Faculty buy-in and faculty development

If a competency-based curriculum is to have a ghost of a chance, it will require faculty buy-in and massive amounts of faculty development. Buy-in is absolutely necessary across the spectrum because faculty have to commit to their role in teaching and assessing competencies. The more assessment of competence falls on individual faculty to document, the more commitment and faculty development will be necessary for them to fulfill their role.
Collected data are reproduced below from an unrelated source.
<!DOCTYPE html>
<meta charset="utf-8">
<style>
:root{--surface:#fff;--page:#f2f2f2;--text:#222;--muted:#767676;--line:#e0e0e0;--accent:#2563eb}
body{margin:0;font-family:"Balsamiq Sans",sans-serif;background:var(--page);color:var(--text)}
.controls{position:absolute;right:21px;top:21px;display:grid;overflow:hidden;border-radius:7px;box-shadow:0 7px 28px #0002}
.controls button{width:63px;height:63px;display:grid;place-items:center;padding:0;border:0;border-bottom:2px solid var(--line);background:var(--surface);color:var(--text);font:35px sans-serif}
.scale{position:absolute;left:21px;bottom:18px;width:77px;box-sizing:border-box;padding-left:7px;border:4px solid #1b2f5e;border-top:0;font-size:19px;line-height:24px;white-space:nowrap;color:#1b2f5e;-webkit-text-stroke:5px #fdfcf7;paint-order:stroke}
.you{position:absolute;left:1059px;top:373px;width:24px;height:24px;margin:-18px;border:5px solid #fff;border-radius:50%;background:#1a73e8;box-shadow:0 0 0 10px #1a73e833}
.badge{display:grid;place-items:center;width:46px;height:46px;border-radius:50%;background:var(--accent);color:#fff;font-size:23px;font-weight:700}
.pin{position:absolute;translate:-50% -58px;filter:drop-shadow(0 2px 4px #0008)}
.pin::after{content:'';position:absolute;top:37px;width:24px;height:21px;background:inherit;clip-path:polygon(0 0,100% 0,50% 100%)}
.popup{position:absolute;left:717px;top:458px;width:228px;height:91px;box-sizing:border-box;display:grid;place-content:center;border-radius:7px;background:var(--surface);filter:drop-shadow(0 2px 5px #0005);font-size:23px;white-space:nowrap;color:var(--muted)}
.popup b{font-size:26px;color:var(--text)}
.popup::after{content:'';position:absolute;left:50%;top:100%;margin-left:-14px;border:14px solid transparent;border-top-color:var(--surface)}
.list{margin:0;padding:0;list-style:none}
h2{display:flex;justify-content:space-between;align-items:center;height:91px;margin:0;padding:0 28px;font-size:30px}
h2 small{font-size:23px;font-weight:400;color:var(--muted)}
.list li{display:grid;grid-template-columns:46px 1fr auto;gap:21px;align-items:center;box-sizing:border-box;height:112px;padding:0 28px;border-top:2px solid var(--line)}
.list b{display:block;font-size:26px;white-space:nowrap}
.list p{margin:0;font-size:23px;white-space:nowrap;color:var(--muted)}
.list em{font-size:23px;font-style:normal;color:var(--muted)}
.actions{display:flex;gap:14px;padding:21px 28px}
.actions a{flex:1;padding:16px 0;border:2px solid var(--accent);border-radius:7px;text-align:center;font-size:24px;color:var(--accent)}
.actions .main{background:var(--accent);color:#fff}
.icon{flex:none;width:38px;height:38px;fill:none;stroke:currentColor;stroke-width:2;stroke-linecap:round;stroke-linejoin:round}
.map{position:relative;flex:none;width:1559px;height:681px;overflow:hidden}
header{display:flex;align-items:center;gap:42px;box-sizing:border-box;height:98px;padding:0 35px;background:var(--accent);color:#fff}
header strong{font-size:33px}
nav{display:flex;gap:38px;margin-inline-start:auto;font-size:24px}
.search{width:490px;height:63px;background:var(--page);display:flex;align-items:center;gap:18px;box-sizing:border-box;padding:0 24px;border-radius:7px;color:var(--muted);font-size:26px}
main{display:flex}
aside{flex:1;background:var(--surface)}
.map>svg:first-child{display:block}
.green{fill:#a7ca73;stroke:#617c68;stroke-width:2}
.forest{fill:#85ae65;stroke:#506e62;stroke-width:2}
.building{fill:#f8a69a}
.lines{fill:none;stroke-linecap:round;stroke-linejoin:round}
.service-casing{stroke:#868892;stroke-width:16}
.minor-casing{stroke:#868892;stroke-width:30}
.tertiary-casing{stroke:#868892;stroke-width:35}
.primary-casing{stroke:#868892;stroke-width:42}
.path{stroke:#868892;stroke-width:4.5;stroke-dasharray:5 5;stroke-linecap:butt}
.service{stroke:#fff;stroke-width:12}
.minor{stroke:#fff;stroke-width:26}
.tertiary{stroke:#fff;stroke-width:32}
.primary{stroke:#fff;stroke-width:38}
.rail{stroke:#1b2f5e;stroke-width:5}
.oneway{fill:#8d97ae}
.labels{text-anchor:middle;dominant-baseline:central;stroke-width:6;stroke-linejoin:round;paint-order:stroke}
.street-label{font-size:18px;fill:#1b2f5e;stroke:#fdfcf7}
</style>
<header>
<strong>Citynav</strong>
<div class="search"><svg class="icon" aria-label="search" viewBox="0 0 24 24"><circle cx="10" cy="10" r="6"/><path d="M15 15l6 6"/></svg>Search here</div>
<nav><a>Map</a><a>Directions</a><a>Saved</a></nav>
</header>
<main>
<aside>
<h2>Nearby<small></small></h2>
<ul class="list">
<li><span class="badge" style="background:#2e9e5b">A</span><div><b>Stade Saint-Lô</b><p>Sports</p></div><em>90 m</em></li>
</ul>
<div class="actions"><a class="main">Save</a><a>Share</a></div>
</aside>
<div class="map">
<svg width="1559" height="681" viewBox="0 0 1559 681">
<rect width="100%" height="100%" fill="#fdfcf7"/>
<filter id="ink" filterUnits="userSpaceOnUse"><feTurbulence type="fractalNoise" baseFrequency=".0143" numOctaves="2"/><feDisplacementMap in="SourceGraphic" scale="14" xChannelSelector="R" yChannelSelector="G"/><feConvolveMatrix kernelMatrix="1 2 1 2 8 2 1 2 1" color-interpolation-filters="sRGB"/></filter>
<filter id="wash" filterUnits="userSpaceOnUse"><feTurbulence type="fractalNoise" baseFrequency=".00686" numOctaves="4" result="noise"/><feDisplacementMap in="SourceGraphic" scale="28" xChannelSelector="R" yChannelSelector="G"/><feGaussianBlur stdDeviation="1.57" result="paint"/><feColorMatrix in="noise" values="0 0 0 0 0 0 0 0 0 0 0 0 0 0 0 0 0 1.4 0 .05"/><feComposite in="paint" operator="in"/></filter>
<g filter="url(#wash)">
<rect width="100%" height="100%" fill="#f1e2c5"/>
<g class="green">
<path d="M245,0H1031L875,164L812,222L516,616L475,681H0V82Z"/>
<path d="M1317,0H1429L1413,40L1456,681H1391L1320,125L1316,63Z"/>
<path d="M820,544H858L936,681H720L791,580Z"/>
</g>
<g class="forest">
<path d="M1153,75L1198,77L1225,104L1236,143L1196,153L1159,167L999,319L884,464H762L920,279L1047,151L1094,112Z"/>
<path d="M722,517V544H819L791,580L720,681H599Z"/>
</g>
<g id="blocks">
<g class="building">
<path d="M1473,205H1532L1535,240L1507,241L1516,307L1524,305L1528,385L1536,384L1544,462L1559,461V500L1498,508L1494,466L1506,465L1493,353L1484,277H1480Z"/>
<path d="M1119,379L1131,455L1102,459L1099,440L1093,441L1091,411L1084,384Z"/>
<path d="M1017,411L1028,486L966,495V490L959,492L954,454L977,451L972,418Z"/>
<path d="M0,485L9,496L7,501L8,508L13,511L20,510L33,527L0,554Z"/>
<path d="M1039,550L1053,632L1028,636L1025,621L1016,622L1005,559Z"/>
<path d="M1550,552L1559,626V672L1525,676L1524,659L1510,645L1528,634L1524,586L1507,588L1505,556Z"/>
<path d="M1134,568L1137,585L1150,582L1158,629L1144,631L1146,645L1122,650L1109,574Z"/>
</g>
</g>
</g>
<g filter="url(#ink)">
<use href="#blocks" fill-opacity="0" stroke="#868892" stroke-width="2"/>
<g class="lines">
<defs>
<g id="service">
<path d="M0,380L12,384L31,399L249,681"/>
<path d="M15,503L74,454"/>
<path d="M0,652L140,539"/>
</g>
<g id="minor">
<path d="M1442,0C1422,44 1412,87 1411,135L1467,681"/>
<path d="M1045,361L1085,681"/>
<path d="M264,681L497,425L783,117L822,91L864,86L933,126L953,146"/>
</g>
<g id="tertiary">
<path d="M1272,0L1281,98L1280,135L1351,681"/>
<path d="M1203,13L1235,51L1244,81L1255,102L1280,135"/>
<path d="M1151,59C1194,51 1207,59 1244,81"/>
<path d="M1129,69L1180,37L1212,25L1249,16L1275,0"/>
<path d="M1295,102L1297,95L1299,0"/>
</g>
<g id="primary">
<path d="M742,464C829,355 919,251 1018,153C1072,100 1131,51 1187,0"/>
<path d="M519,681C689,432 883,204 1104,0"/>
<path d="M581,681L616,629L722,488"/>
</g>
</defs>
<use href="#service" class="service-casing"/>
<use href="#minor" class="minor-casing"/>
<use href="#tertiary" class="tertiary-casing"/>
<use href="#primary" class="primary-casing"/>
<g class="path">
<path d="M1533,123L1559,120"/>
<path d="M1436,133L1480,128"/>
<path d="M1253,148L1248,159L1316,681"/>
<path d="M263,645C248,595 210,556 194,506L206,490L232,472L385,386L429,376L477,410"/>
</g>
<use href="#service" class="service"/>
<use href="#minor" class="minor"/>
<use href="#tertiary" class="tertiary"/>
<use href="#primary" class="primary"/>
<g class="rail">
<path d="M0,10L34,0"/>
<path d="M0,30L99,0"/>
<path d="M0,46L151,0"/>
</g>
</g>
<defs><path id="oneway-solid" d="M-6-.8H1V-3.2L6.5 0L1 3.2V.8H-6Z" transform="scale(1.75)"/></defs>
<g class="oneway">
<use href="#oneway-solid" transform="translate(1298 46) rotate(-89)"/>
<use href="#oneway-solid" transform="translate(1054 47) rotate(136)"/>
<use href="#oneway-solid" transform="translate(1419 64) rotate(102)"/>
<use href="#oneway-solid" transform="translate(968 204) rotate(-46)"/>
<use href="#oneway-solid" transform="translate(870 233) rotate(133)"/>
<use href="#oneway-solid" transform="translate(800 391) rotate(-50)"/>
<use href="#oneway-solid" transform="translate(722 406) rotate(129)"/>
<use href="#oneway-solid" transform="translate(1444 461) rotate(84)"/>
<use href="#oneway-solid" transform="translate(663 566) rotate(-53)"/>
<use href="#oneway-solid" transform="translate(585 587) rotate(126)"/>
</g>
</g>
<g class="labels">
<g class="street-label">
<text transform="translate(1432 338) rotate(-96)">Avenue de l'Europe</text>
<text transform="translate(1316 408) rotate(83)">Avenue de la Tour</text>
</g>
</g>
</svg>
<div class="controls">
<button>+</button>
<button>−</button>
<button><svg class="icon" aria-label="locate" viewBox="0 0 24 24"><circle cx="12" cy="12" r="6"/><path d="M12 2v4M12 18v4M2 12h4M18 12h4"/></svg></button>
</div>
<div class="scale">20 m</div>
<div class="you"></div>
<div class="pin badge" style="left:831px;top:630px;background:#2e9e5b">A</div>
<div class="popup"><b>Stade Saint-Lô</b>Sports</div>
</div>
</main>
Appendix A gives a description of the Indiana University School of Medicine (IUSM) experience implementing a competency-based curriculum and highlights why faculty buy-in and faculty development are critical to the success of a competency-based curriculum

Discussion/summary and educational implications

In this article, we attempted to give an overview of the development of the competency-based curriculum movement, especially since the ACGME/ABMS competencies were published and to give some guidance as to how to go about developing a competency-based curriculum of your own. We think you can probably get a good sense for the agony that comes with the process, but you may not be seeing much of the ecstasy. However, there is satisfaction in seeing growth and a competency-based curriculum tends to make that growth more explicit due to the continual need for students to demonstrate skills for faculty sign off. If student growth does not make you ecstatic, there is not much else to get excited about because a competency-based curriculum is really more of a quality control mechanism that functions by giving students greater control over their education. Quality control and relinquishing control are not things most faculty get ecstatic about. However, quality control and relinquishing control are increasingly necessary as the clinical environment becomes increasingly hostile to medical students. Faculty are overburdened with demands to see ever more patients, hospitalized patients are “sicker and discharged quicker” than in the past and outpatients are suffering from a world economy that operates 24/7, so spending time with students is something they often cannot do. The list of challenges to medical education have been well documented (Cooke et al. 2006). A competency-based curriculum is not really creating a product that is a different type of graduate from that produced by any other type of curriculum; however, what it does produce that is different is a more uniform product that does not have the random gaps in core skills that are likely to get only worse as the physician shortage begins to take hold. But the point is if we are going to maintain the quality of medical education in the face of so many problems and potentially even expand by 30% to meet the anticipated shortfall of physicians in the US, we are going to have to institute quality control measures and relinquish control to the people who care the most about medical education, the people who are receiving it, our students. That may not be ecstasy, but it will have to do.